The left-winger's opponents are divided between conciliation and aggression. 

When Labour lost the general election in May, the party’s modernisers sensed an opportunity. Ed Miliband, one of the most left-wing members of the shadow cabinet, had been unambiguously rejected and the Tories had achieved their first majority in 23 years. More than any other section of the party, the Blairites could claim to have foreseen such an outcome. Surely the pendulum would swing their way?

Yet now, as Labour’s leadership contest reaches its denouement, those on the right are asking themselves how they misjudged the landscape so badly. Their chosen candidate, Liz Kendall, is expected to finish a poor fourth and the party is poised to elect Jeremy Corbyn, the most left-wing leader in its 115-year history. For a faction that never ceases to underline the importance of winning elections, it will be a humbling result.

Though the crash has been sudden, the Blairites have long been in decline. Gordon Brown won the leadership unchallenged and senior figures such as John Reid, James Purnell and Alan Milburn chose to depart from the stage rather than fight on. In 2010, David Miliband, the front-runner in the leadership election, lost to his brother after stubbornly refusing to distance himself from the Iraq war and alienating undecided MPs with his imperiousness.

When the younger Miliband lost, the modernisers moved fast – too fast. “They’re behaving like family members taking jewellery off a corpse,” a rival campaign source told me on 9 May. Many Labour supporters agreed. The rush of op-eds and media interviews antagonised a membership that wanted to grieve in peace. The modernising contenders – Chuka Umunna, Liz Kendall, Mary Creagh, Tristram Hunt – gave the impression that the Blairites wanted to drown out all other voices. “It was a huge mistake for so many players from that wing of the party to be put into the field,” a shadow cabinet minister told me. “In 1994, forces from the soft left to the modernising right united around Tony Blair. The lesson is never again can we have multiple candidates.”

While conducting their post-mortem, the Blairites are grappling with the question of how to handle Corbyn. For some, the answer is simple. “There shouldn’t be an accommodation with Corbyn,” John McTernan, Blair’s former director of political operations, told me. “Corbyn is a disaster and he should be allowed to be his own disaster.” But most now adopt a more conciliatory tone. John Woodcock, the chair of Progress, told me: “If he wins, he will be the democratically elected leader and I don’t think there will be any serious attempt to actually depose him or to make it impossible for him to lead.”

Umunna, who earlier rebuked his party for “behaving like a petulant child”, has emphasised that MPs “must accept the result of our contest when it comes and support our new leader in developing an agenda that can return Labour to office”. The shadow business secretary even suggests that he would be prepared to discuss serving in Corbyn’s shadow cabinet if he changed his stances on issues such as nuclear disarmament, Nato, the EU and taxation. Were Umunna, a former leadership contender, to adopt a policy of aggression, he would risk being blamed should Corbyn fail.
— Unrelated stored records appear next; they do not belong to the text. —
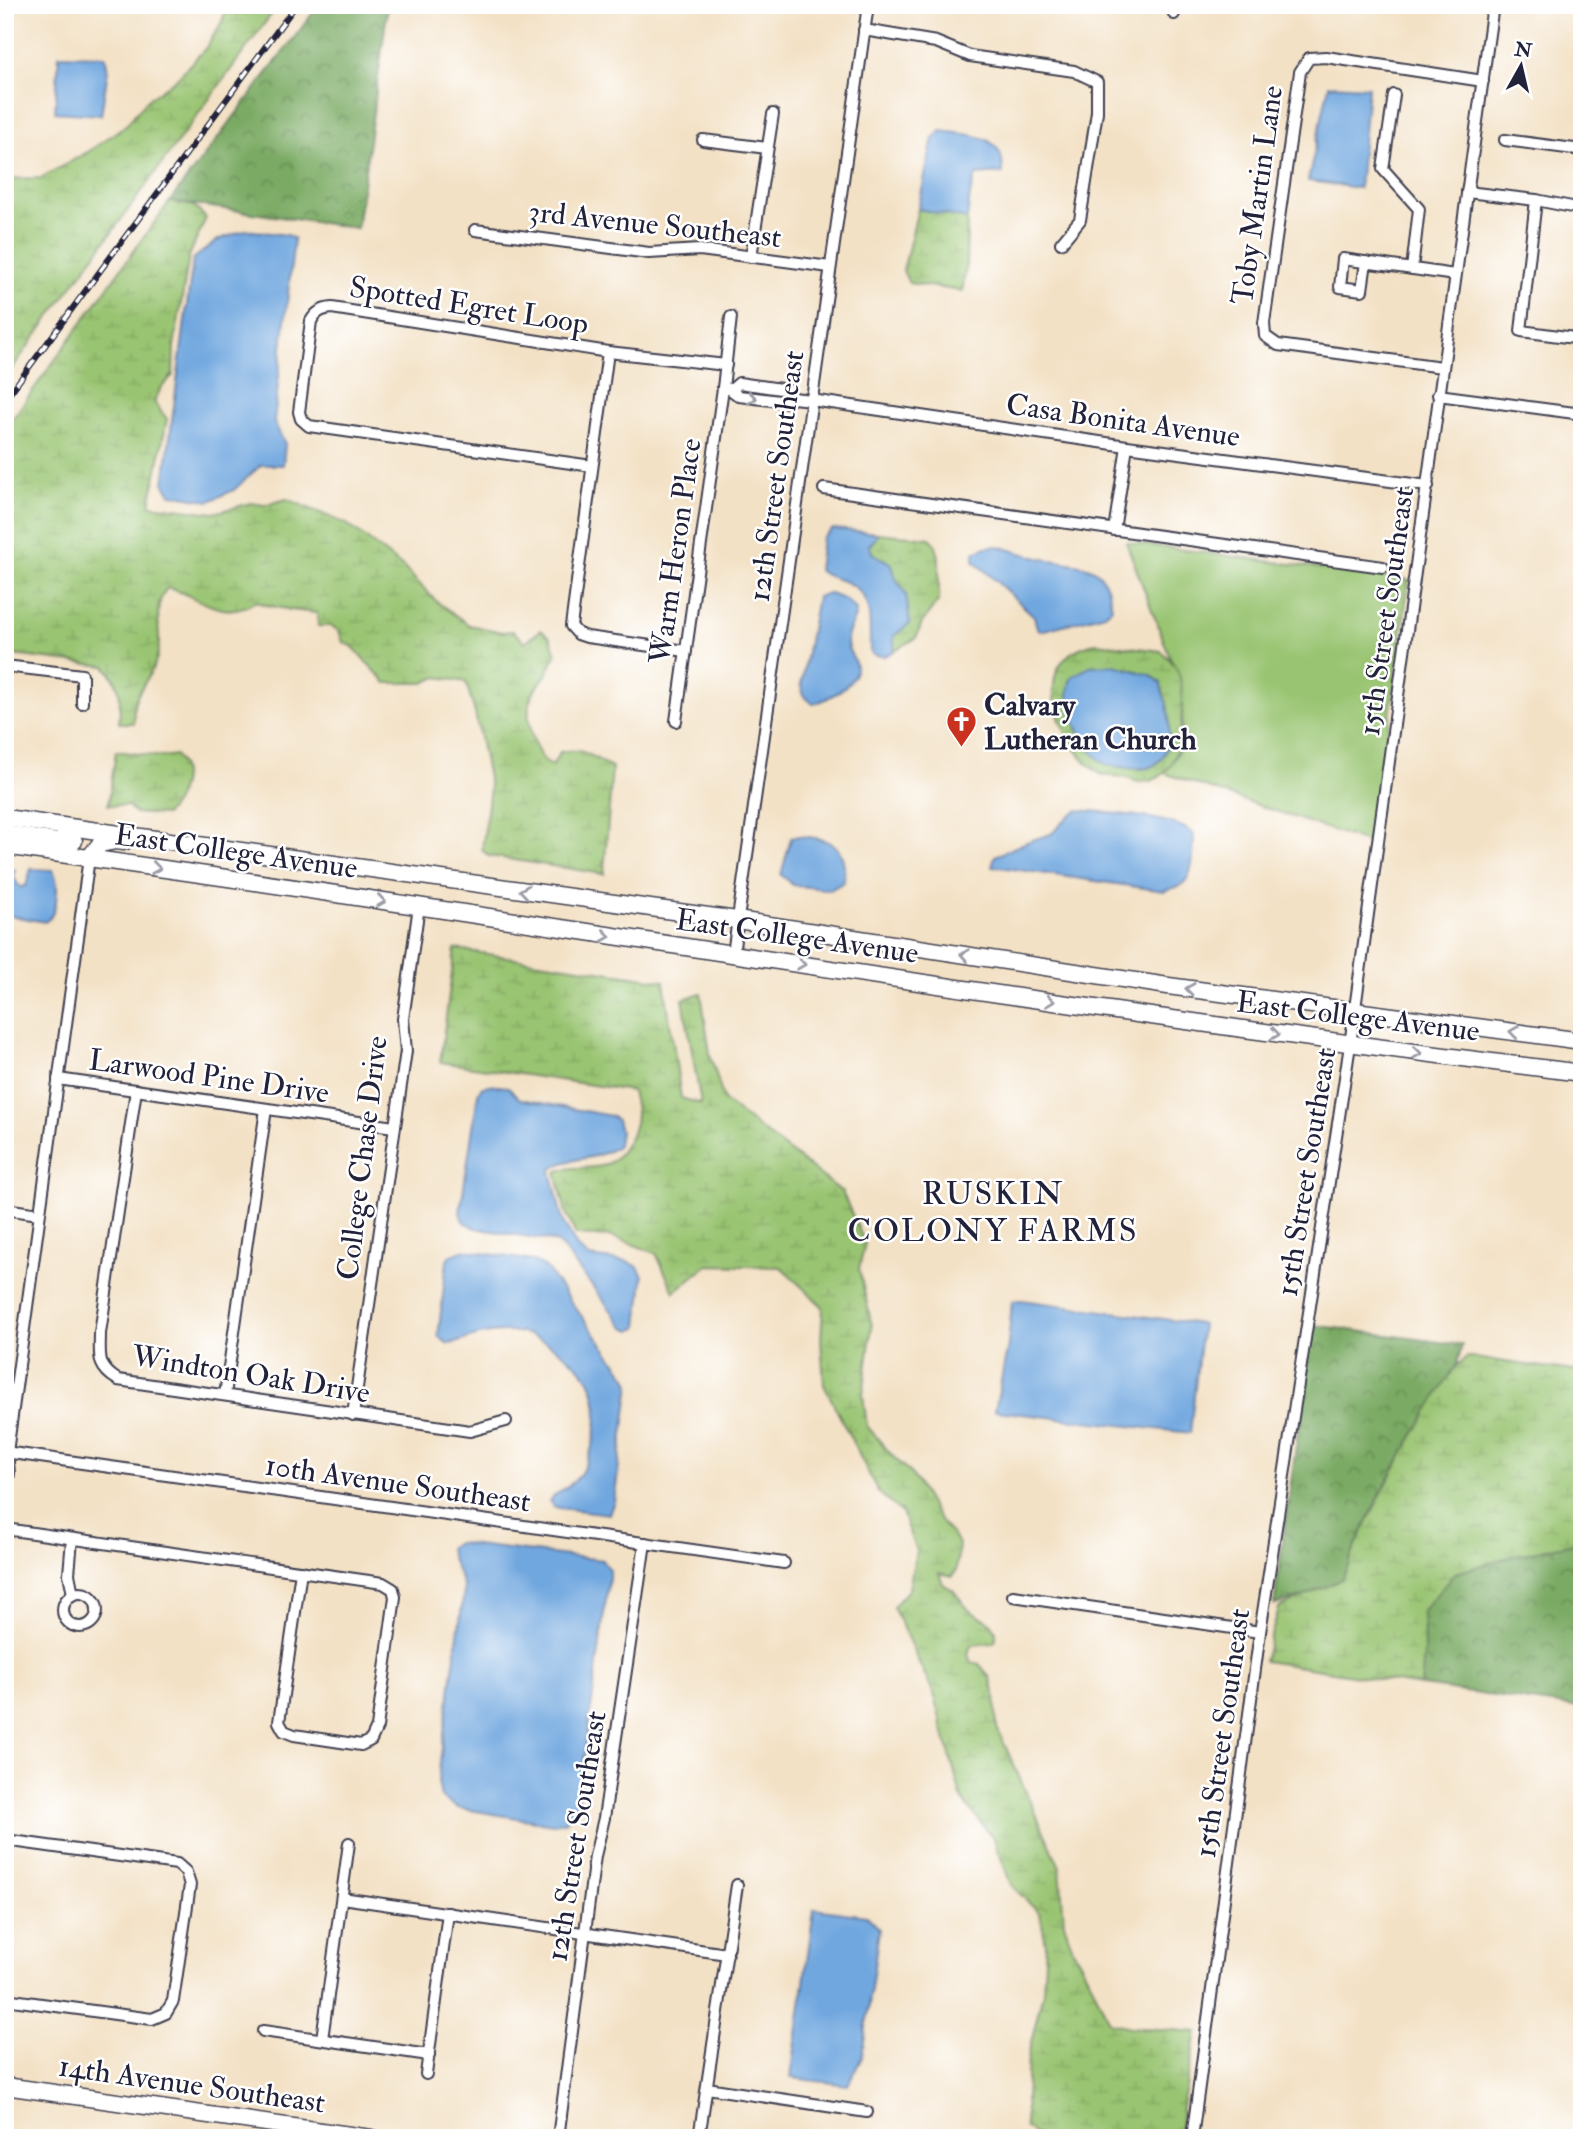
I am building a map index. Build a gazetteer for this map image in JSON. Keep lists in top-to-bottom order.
{
  "streets": {
    "main road": ["East College Avenue", "14th Avenue Southeast"],
    "street": [
      "Toby Martin Lane",
      "3rd Avenue Southeast",
      "Spotted Egret Loop",
      "Casa Bonita Avenue",
      "12th Street Southeast",
      "Warm Heron Place",
      "15th Street Southeast",
      "Larwood Pine Drive",
      "College Chase Drive",
      "Windton Oak Drive",
      "10th Avenue Southeast"
    ]
  },
  "crossings": [
    ["Toby Martin Lane", "15th Street Southeast"],
    ["3rd Avenue Southeast", "12th Street Southeast"],
    ["Spotted Egret Loop", "Warm Heron Place"],
    ["Casa Bonita Avenue", "12th Street Southeast"],
    ["Casa Bonita Avenue", "Warm Heron Place"],
    ["Casa Bonita Avenue", "15th Street Southeast"],
    ["12th Street Southeast", "East College Avenue"],
    ["12th Street Southeast", "10th Avenue Southeast"],
    ["15th Street Southeast", "East College Avenue"],
    ["East College Avenue", "College Chase Drive"],
    ["Larwood Pine Drive", "College Chase Drive"],
    ["Larwood Pine Drive", "Windton Oak Drive"],
    ["College Chase Drive", "Windton Oak Drive"]
  ],
  "districts": ["RUSKIN COLONY FARMS"],
  "places": {
    "church": ["Calvary Lutheran Church"]
  },
  "north": "top"
}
Suggestions that the new parliamentary group Labour for the Common Good represents “the resistance” are therefore derided by those close to it. The organisation, which was launched by Umunna and Hunt before Corbyn’s surge, is aimed instead at ensuring the intellectual renewal that modernisers acknowledge has been absent since 2007. It will also try to unite the party’s disparate mainstream factions: the Blairites, the Brownites, the soft left, the old right and Blue Labour. The ascent of Corbyn, who has the declared support of just 15 MPs (6.5 per cent of the party), has persuaded many that they cannot afford the narcissism of small differences. “We need to start working together and not knocking lumps out of each other,” Woodcock says. There will be no defections, no SDP Mk II. “Jeremy’s supporters really underestimate how Labour to the core the modernisers are,” Pat McFadden, the shadow Europe minister, told me.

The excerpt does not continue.